Thanks for the suggestions. I'll make some adjustments to the differential. I may have taken the tune down from my storefront, so if you are going by the numbers in my first post, I have made changes to the differential, lowering the decel to 40. The accel is at 25. But I'll play around with them some more.

That's interesting that you don't use any calculations. I've personally found the one I mentioned in my last post to be extremely helpful in giving me a good starting spring rate for most cars. Sometimes I don't have to make any adjustments at all to the values it gives me. I also tune based on feel, but I like to have a ballpark figure to start with, and go from there. It's also interesting to me that you keep your ARB's soft on all your cars. Most of my cars also have ARB numbers that don't go much higher than 20, but I have found occasions where tighetening up the roll bars on one end or both really helps with grip. Just yesterday I was working on my A-class '06 Exige and having a lot of trouble with grip. In addition to making some changes to the build and cranking up the rear aero, I found that tightening the ARB's almost to the max finally gave me a car that didn't lose traction on high-speed corners.


Originally Posted by: ECT Loco UBoG Go to Quoted Post
DAMPING.


Okay. Could you expand on that?

I was actually going to start a thread about damping's effect on performance/handling. I pretty much always opt for a high amount of rebound (between 10-12) along with low bump values (1-2.5).
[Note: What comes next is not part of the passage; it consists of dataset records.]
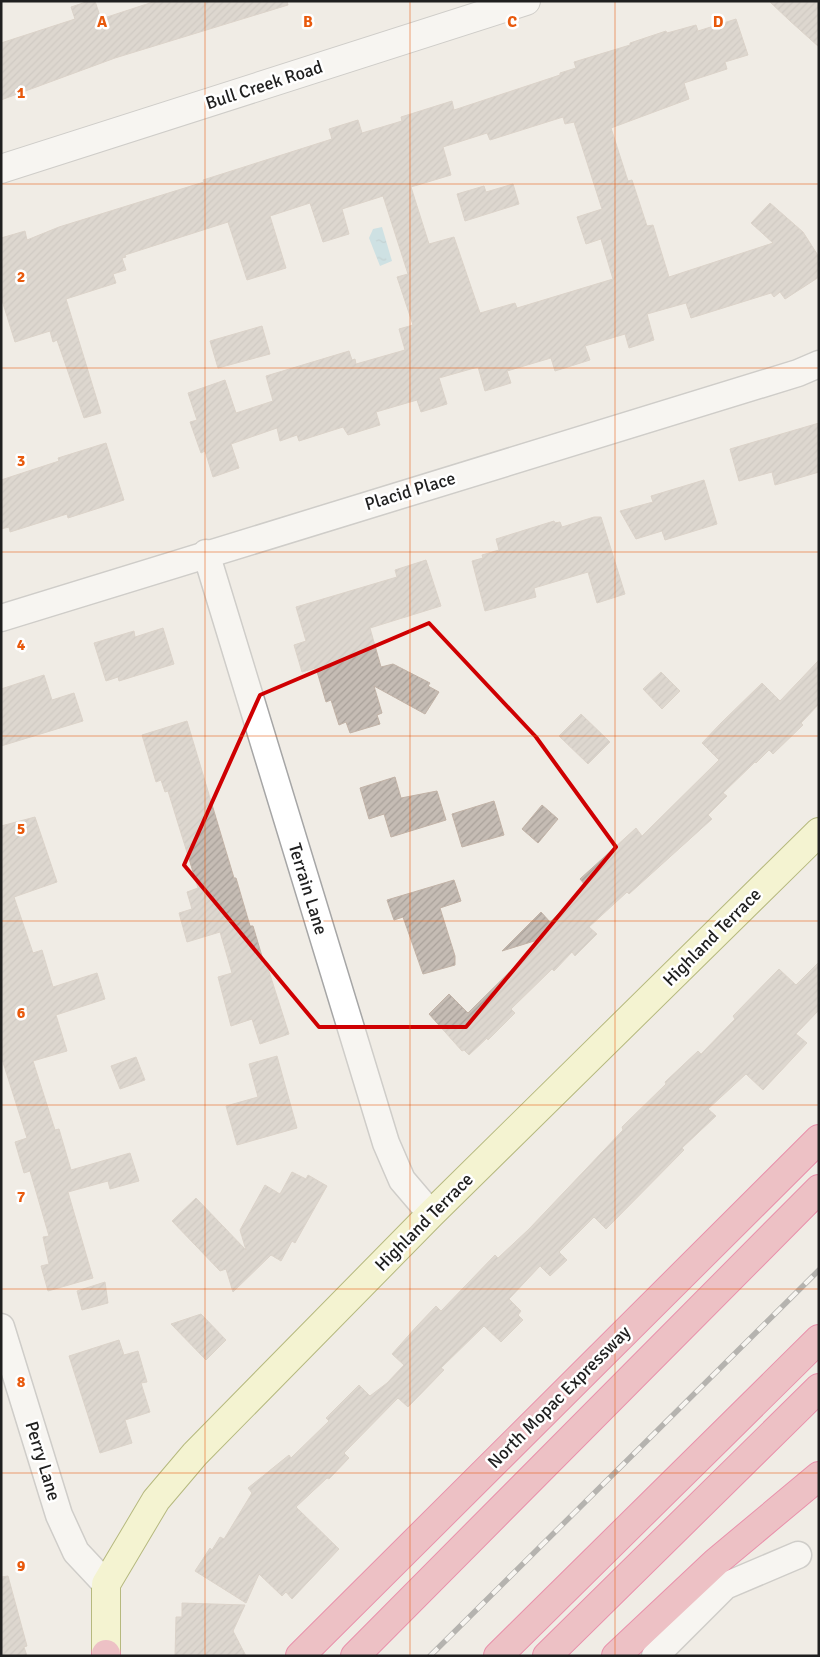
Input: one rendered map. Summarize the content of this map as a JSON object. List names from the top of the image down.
{
  "streets": {
    "highway": ["North Mopac Expressway"],
    "main road": ["Highland Terrace"],
    "street": [
      "Bull Creek Road",
      "Placid Place",
      "Terrain Lane",
      "Perry Lane"
    ]
  },
  "crossings": [
    ["Placid Place", "Terrain Lane"],
    ["Terrain Lane", "Highland Terrace"],
    ["Highland Terrace", "Perry Lane"]
  ],
  "grid": {
    "columns": [
      "A",
      "B",
      "C",
      "D"
    ],
    "rows": [
      "1",
      "2",
      "3",
      "4",
      "5",
      "6",
      "7",
      "8",
      "9"
    ]
  }
}
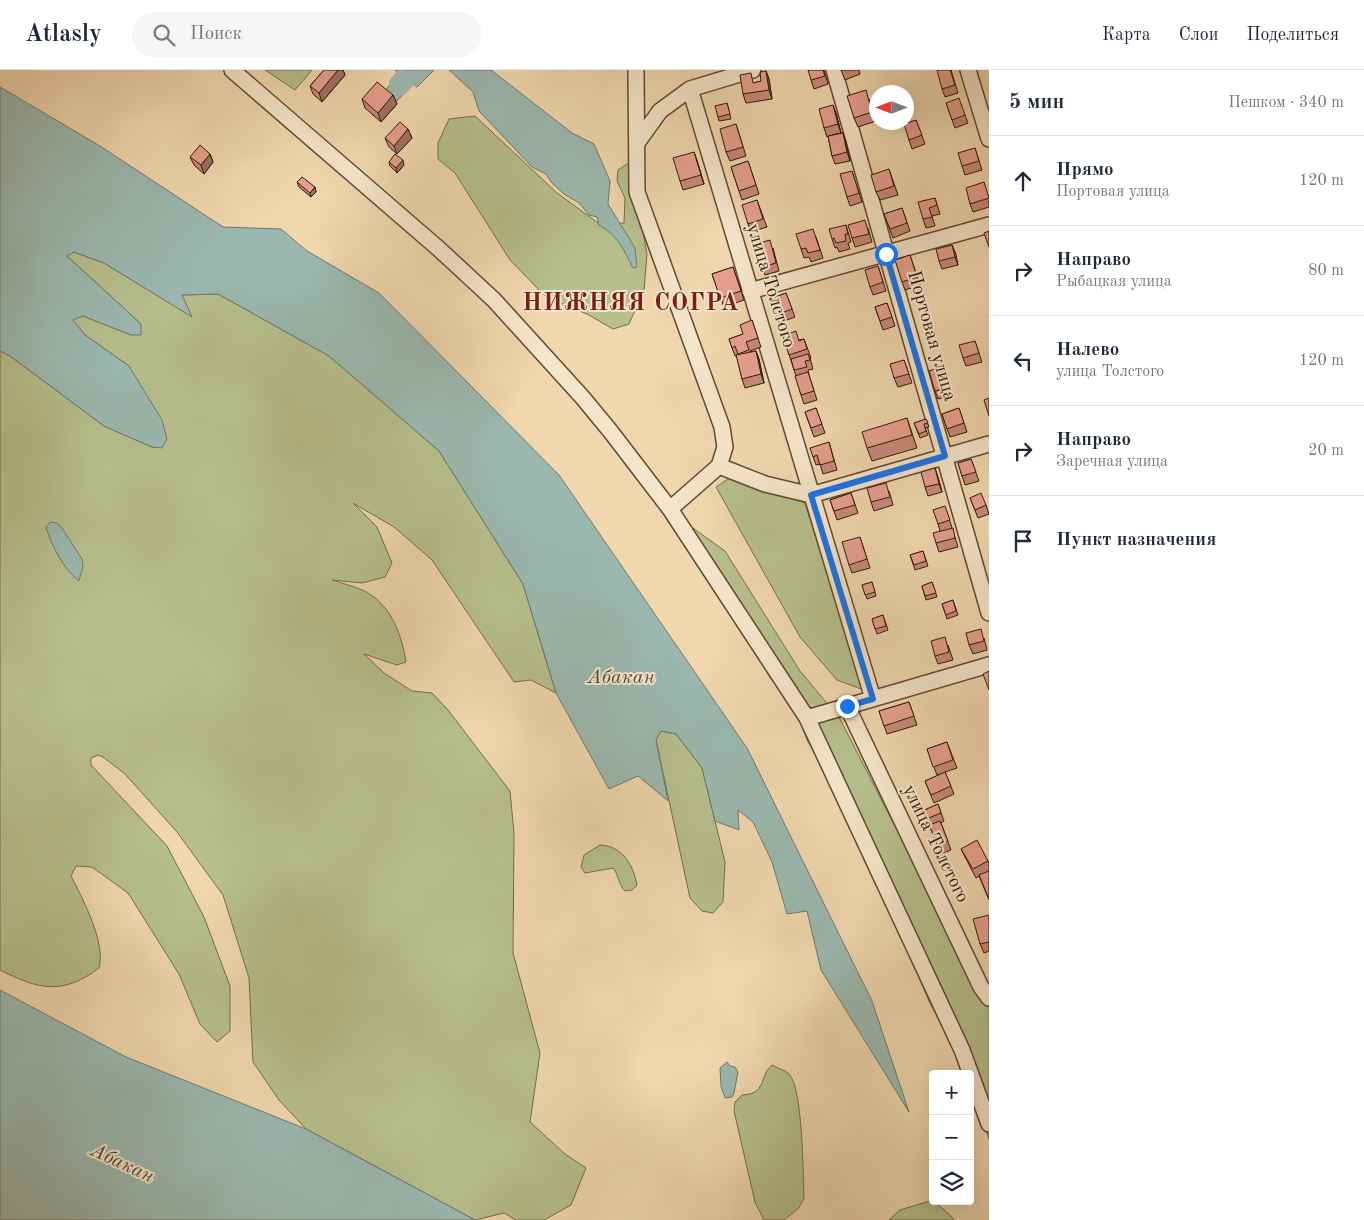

I understand the logic behind ths approach, and I haven't been able to find any explanation of damping that would help me understand why I might want to stray from it, or how a different damping setup would effect handling. Maybe someone with more tuning experience than me could chime in and explain why someone might want to avoid high rebound / low bump. Are there circumstances where lowering the rebound and/or increasing the bump would have a positive effect on handling?

Rank: A-Class Racing License
#27 Posted : Friday, May 1, 2015 6:35:27 AM(UTC)
Tuning calcs are a great tool for those new to tuning, or those who are still not sure what to "fix". Most of the better one's will give you a drivable tune right off. After you've been at it for while though, you will begin to see that the set ups are similar much of the time. Many of us who have been playing this game for some time have an initial set up to start with, and then go from there.

Suspension is probably the most important aspect of your tune. If you don't have that right, nothing else you do will really make it much better. In general I have found that the stock spring rates are usually pretty close. I only adjust them if I really don't like the way the car feels. In theory, you only need enough spring rate to keep the car off the track. The shocks will do the rest.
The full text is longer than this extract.